I got so far with it and then hit a slight problem: having pieced two A4 sized blocks together, it became clear that none of the next A4 blocks were going to fit properly. My mistake entirely – a couple of mistakes, actually, and schoolboy errors at that. I had failed to read the plan before stitching, so mis-aligned the outer edges, and I hadn’t marked balance lines on the template for accurately joining the curves.

It was less work to start again than to unpick, so I’ll use my false start as a practice piece and then will probably turn it into a sketchbook cover, so nothing is wasted.

So for attempt no. 2, I added balance lines to the template.

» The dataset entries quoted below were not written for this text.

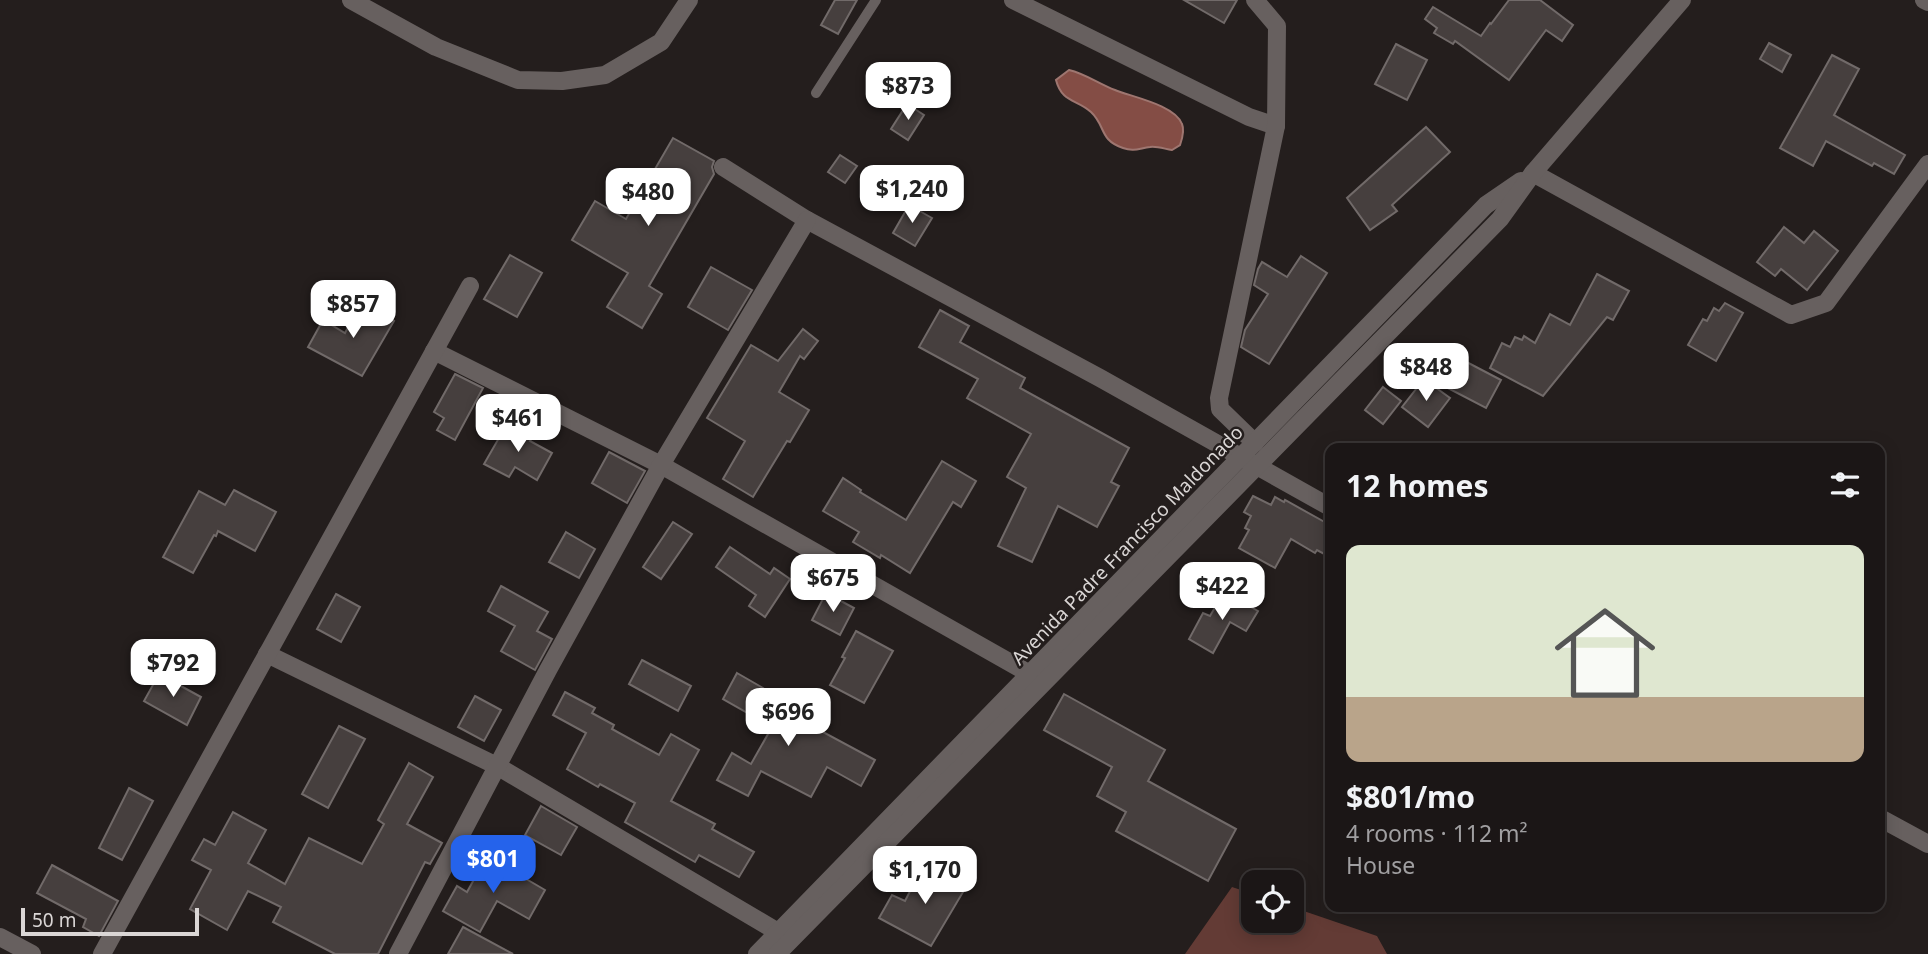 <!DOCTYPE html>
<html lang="en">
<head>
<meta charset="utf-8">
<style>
  :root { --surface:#1b1616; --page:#241f1f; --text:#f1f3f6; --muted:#a09fa1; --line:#393535; --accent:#2563eb }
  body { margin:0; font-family:"Noto Sans",sans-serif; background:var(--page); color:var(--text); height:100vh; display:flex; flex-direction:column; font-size:26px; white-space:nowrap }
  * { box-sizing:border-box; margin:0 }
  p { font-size:23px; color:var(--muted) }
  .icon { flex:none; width:38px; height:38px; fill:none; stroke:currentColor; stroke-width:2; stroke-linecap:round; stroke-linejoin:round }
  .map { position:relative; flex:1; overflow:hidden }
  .side { position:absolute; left:1325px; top:443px; width:560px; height:469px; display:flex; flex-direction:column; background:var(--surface); border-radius:14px; box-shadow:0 4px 18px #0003,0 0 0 2px var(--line) }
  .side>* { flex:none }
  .controls { position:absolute; left:1241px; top:870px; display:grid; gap:14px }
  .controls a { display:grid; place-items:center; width:63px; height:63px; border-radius:14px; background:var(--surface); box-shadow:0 4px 18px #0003,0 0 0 2px var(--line); font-size:35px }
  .scale { position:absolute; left:21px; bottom:18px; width:178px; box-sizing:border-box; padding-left:7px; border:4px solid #dad6d5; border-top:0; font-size:19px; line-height:24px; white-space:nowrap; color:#dad6d5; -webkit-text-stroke:5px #241e1d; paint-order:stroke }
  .price { position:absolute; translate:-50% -60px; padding:0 16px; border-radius:14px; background:#fff; color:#222; font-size:23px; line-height:46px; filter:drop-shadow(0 2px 4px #0008) }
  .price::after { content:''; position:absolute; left:50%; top:42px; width:21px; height:16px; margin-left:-10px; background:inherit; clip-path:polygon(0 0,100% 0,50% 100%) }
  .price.current { background:var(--accent); color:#fff }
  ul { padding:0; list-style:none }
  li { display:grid; align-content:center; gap:14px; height:371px; padding:0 21px }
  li+li { border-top:2px solid var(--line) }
  li span { display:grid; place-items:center; height:217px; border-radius:14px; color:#555 }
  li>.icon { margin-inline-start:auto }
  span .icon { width:126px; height:126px; fill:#fffc; stroke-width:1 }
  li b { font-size:30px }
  h2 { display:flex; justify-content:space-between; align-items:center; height:84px; padding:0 21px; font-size:30px }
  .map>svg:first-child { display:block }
</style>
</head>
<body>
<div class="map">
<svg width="1928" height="954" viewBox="0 0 1928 954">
  <rect width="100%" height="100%" fill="#241e1d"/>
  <!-- green -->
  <path fill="#633b35" d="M1232,887L1253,894V920H1292V907L1377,936L1387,954H1185Z"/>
  <!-- water -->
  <path fill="#844d45" stroke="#9e7670" stroke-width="2" d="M1069,70C1086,74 1099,84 1115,90C1132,97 1175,105 1182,124C1185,131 1182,139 1180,145L1172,150C1165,149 1157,146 1150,147C1140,148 1134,152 1123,148C1099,140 1106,126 1091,112C1077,99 1062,103 1056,80Z"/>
  <!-- building -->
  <g fill="#463f3e" stroke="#716a69" stroke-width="2">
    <path d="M835,0H857L838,34L821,25Z"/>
    <path d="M1184,0H1237L1224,23Z"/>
    <path d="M1509,0H1540L1573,25L1562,41L1546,30L1509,80L1455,41L1453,44L1434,33L1437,28L1425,19L1433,7L1481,36L1490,23L1491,24Z"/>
    <path d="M1769,43L1791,55L1782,72L1760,59Z"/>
    <path d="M1396,44L1427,60L1407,100L1375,84Z"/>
    <path d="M1832,55L1859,69L1834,115L1905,155L1894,174L1874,163L1872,166L1826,141L1813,166L1780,148Z"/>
    <path d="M907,104L924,115L908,140L891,129Z"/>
    <path d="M1426,127L1450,152L1392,205L1397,211L1370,230L1347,198Z"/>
    <path d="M673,138L714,161L712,167L714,174L649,286L662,294L642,328L607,307L628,273L572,240L595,201L626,219Z"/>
    <path d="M840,155L857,166L845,183L828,172Z"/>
    <path d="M909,205L932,218L915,246L893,233Z"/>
    <path d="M1784,227L1804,243L1814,231L1838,251L1807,290L1781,269L1775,276L1757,262Z"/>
    <path d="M510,255L542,273L517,317L484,299Z"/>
    <path d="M1301,256L1327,273L1269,364L1241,347L1245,330L1268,294L1254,285L1258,269L1262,262L1287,277Z"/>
    <path d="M711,267L752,290L728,330L688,307Z"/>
    <path d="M1597,274L1629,291L1613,320L1607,317L1543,396L1490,368L1502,343L1510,347L1515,337L1522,340L1524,336L1535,343L1550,314L1570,325Z"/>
    <path d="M361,303L394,321L362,376L308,347L323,320L345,333Z"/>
    <path d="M1725,303L1743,313L1716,361L1688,345L1703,319L1707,321L1714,308L1719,311Z"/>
    <path d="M940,310L969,326L960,342L1025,378L1020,388L1129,448L1111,482L1119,486L1097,527L1058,506L1032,562L998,546L1026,488L1007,477L1031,434L967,398L978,379L919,347Z"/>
    <path d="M803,329L818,341L804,359L800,356L779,392L809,410L790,442L787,441L753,497L723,479L745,441L707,418L751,345L778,361Z"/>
    <path d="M1457,357L1501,380L1486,408L1442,385Z"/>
    <path d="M455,374L483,388L455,440L437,430L444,418L434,412Z"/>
    <path d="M1424,379L1450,398L1428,427L1402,407Z"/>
    <path d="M1383,387L1401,401L1383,424L1365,410Z"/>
    <path d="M507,424L532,437L530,441L552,453L537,480L515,467L509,477L484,464Z"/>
    <path d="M609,452L645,471L627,503L592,483Z"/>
    <path d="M942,461L976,481L961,507L953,502L910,573L881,555L880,558L853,542L859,532L823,511L843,478L861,490L860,492L906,520Z"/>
    <path d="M234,490L276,512L255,551L218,531L216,536L214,535L193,573L163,557L199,491L225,505Z"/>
    <path d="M1253,496L1271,505L1275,497L1284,502L1285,500L1330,525V557L1317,550L1315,553L1291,539L1275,568L1239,548L1249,530L1245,528L1251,516L1244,512Z"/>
    <path d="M673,522L692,534L661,579L643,567Z"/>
    <path d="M566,532L595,549L579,578L549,562Z"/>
    <path d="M730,547L770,574L774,568L790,579L765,617L749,606L756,595L716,567Z"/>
    <path d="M501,586L548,612L537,631L552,639L535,670L501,651L515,626L488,611Z"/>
    <path d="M1224,592L1258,611L1246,631L1230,622L1213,653L1189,639L1203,613L1210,616Z"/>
    <path d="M826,593L854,608L840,635L812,620Z"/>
    <path d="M336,594L360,607L341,642L317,629Z"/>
    <path d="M856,631L893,651L864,703L830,685L845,658L842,657Z"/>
    <path d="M642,660L691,686L678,711L629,684Z"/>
    <path d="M737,673L763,688L758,697L875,760L861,786L827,767L811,797L761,771L748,796L717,780L732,753L751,764L772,727L723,699Z"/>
    <path d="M159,674L201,697L187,725L144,701Z"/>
    <path d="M565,692L595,708L592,713L614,725L612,729L659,755L671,734L699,750L671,801L715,824L712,829L754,852L739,877L699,855L695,862L625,822L635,803L600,784L598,787L567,769L586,733L553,715Z"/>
    <path d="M1064,694L1165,750L1148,781L1236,829L1208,881L1116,831L1126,812L1097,796L1112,767L1044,730Z"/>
    <path d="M475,696L501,710L484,741L458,727Z"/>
    <path d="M339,726L365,739L328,808L302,794Z"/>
    <path d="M409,763L433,777L407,824L442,843L430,864L425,862L378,954H335L273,922L281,907L248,891L227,930L190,909L211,870L192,860L204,839L215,845L233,812L266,830L248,863L285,884L309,838L362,864L384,824L378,820Z"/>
    <path d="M129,788L153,801L122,860L99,848Z"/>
    <path d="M541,806L577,827L561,855L525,835Z"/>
    <path d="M487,856L545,890L529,919L497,901L480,932L443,911L457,886L467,892Z"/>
    <path d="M924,864L966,887L931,946L879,918L892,895L905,901Z"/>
    <path d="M52,865L118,901L99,936L83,927L86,919L37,893Z"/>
    <path d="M463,927L513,954H448Z"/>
  </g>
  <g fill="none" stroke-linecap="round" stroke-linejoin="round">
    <!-- lane -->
    <path stroke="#67605f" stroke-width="10" d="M816,93L876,0"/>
    <!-- street -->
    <g stroke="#67605f" stroke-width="18">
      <path d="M1013,0L1249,117L1276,126"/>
      <path d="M1255,0L1277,26L1276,126L1219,398L1220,409L1255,443"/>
      <path d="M723,167L807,220L1100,378L1330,507"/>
      <path d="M1533,173L1791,315L1826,303L1928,164"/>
      <path d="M434,351L661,465L1030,674"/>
      <path d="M267,654L497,766L778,932"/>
      <path d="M1880,818L1928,844"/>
      <path d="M0,937L32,954"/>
      <path d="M102,954L470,286"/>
      <path d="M398,954L548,670L661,465L807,220"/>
    </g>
    <!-- secondary -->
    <g stroke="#67605f" stroke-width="18">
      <path d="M351,0L436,47L518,80L562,81L605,75L661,42L689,0"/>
      <path d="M1924,0L1928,2"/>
      <path d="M757,954L1486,205L1521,181"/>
      <path d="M777,954L1500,219L1533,173L1682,0"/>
    </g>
  </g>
  <g text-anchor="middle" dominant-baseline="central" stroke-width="5" stroke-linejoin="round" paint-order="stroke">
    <!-- street labels -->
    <g font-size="19" fill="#dad6d5" stroke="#241e1d">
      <text transform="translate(1127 545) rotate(-46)">Avenida Padre Francisco Maldonado</text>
    </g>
  </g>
</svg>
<div class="controls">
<a><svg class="icon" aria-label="locate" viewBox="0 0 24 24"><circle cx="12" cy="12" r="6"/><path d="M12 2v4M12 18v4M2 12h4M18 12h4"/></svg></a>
</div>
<div class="scale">50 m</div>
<b class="price" style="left:908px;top:122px">$873</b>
<b class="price" style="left:912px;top:225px">$1,240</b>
<b class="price" style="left:648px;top:228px">$480</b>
<b class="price" style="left:353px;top:340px">$857</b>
<b class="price" style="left:1426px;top:403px">$848</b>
<b class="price" style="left:518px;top:454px">$461</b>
<b class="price" style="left:833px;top:614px">$675</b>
<b class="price" style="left:1222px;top:622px">$422</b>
<b class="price" style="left:173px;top:699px">$792</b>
<b class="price" style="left:788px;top:748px">$696</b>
<b class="price current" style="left:493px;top:895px">$801</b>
<b class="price" style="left:925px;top:906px">$1,170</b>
<section class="side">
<h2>12 homes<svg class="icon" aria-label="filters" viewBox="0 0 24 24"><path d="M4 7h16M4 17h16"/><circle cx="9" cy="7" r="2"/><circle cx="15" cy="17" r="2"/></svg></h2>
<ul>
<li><span style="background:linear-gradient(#dfe7d0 70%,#b9a48a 0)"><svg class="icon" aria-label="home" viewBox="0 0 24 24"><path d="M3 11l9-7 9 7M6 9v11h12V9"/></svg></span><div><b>$801/mo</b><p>4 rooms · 112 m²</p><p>House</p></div></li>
</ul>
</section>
</div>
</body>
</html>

balance lines (in red) for piecing curves

Piecing curves is tricksy and has to be accurate, particularly when a lot of separate pieces are involved. You can see how this works:

balance lines in action (in blue/red)

It’s just an extra insurance for making sure everything is going to fit correctly later on. If the balance marks don’t join up on either side of the seam, then you know you’ve gone a bit wrong.

curves fitting nicely

The second thing I’ve done differently this time is piece the thing in irregular sections rather than A4-sized blocks, and it seems to be working better.

sections completed

I’ll wait until each section is finished before joining them all together.

fitted but not joined

It’s probably about half done, and is continuing to come together quite nicely. At this stage it’s still very portable so is an easy and relaxing thing to work on in the evenings.

box of tricks

I only roughly planned the colours (as in all of the M section will be greens and golds, the A section was greys and browns etc) so it’s a nice surprise to find out what ends up sitting next to each other. Keeps it interesting. And I always think patchwork is a kind of piecing together of life’s problems too, and finding a solution in the whole. Art, stitch and therapy all at the same time. What’s not to like?